Among the lines below, which ones contain the word "relate"? Copy every such line.

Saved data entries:
********

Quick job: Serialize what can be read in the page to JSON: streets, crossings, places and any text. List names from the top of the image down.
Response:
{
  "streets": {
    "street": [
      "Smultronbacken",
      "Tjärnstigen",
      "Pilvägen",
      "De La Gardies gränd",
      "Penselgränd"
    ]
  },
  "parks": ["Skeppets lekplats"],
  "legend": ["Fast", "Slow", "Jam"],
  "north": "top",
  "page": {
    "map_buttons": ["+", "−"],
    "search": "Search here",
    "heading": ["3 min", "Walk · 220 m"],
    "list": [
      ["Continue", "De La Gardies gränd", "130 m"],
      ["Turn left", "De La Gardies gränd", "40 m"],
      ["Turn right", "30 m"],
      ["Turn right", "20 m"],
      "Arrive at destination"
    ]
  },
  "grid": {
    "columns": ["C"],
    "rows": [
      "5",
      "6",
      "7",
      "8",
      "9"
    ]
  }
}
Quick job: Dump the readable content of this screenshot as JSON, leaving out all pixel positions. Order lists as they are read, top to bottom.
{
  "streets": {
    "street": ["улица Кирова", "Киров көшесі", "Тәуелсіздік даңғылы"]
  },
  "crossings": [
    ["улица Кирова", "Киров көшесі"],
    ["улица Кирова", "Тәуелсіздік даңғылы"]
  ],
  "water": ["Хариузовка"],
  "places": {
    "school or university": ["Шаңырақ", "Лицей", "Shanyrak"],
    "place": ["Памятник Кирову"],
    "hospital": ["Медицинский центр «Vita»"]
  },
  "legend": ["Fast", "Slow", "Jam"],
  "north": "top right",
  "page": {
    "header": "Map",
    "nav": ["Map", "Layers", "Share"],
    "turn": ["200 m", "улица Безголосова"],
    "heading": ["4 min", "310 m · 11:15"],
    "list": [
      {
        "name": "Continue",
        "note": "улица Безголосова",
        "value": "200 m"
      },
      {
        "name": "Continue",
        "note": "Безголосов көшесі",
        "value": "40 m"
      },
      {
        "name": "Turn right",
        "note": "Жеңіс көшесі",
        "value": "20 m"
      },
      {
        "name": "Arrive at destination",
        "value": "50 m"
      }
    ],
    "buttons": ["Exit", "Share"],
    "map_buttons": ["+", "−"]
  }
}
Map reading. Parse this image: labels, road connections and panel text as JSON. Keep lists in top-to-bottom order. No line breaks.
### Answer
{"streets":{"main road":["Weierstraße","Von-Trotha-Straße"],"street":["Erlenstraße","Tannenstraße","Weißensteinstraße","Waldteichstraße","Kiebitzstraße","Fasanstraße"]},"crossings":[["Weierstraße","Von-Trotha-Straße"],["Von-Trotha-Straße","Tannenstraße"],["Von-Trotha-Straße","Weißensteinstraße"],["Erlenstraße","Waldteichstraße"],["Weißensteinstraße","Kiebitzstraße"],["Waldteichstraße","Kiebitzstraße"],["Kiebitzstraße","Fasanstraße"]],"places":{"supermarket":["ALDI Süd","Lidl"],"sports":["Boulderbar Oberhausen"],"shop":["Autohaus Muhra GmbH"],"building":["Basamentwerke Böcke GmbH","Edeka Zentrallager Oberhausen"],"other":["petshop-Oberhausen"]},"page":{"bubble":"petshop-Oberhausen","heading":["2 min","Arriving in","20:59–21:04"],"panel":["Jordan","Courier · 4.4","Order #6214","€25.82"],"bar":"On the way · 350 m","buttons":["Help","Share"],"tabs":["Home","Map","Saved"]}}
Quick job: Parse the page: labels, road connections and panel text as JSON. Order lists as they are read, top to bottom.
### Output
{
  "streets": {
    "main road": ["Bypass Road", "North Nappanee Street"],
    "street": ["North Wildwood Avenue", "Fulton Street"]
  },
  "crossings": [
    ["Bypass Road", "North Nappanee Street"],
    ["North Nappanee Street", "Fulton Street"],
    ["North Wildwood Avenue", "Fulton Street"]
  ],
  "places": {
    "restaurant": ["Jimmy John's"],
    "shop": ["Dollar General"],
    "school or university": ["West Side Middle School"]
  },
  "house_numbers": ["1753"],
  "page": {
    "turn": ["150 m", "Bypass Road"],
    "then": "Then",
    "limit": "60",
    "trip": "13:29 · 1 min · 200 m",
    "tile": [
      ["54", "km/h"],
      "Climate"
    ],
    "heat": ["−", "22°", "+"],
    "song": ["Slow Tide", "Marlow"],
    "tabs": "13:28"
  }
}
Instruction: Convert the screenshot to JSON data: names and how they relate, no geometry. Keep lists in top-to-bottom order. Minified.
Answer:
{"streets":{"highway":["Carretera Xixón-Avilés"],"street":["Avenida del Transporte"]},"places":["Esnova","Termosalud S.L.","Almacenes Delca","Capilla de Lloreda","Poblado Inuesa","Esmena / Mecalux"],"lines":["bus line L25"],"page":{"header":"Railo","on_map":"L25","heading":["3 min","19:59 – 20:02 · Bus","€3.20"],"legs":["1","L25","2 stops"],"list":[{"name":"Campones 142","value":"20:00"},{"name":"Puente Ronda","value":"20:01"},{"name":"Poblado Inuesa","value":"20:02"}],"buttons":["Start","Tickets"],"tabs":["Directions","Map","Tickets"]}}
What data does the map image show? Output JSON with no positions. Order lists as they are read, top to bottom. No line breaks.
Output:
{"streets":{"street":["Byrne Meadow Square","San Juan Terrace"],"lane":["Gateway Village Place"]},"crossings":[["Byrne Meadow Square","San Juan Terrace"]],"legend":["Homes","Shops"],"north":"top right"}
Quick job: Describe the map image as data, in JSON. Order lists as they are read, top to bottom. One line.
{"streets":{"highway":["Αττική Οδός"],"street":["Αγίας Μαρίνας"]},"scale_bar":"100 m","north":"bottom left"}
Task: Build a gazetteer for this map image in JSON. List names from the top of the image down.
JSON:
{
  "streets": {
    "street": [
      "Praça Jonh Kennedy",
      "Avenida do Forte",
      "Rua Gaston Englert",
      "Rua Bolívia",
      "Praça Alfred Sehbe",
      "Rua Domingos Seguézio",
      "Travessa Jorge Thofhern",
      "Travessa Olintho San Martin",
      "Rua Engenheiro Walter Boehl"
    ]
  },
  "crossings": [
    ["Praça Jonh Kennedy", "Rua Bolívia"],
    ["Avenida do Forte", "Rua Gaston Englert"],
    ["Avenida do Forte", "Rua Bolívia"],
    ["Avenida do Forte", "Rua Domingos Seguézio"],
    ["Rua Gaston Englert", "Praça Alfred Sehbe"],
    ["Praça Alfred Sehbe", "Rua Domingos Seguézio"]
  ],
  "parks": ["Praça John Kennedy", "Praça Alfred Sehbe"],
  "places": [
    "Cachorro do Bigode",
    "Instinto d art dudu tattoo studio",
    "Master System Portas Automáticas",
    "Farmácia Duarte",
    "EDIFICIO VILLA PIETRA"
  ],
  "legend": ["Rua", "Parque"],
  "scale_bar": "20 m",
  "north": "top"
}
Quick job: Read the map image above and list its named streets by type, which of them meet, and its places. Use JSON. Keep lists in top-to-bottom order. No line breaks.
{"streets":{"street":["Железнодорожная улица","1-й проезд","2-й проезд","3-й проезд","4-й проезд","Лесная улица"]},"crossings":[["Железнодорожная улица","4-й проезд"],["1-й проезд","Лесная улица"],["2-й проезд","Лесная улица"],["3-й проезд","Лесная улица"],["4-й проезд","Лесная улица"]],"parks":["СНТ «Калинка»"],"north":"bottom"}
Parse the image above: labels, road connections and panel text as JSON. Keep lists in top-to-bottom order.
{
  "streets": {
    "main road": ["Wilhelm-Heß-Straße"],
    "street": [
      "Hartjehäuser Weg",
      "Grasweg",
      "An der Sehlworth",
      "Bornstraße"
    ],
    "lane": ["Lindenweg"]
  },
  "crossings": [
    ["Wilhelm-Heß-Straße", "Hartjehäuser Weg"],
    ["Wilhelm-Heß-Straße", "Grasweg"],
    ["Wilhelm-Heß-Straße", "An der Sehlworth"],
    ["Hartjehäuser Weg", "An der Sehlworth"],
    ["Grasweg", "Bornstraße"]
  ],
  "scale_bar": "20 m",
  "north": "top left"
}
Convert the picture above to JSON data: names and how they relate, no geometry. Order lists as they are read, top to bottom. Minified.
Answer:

********

RESULT —
Instruction: Convert the screenshot to JSON data: names and how they relate, no geometry. Keep lists in top-to-bottom order. Minified.
Convert the picture above to JSON data: names and how they relate, no geometry. Order lists as they are read, top to bottom. Minified.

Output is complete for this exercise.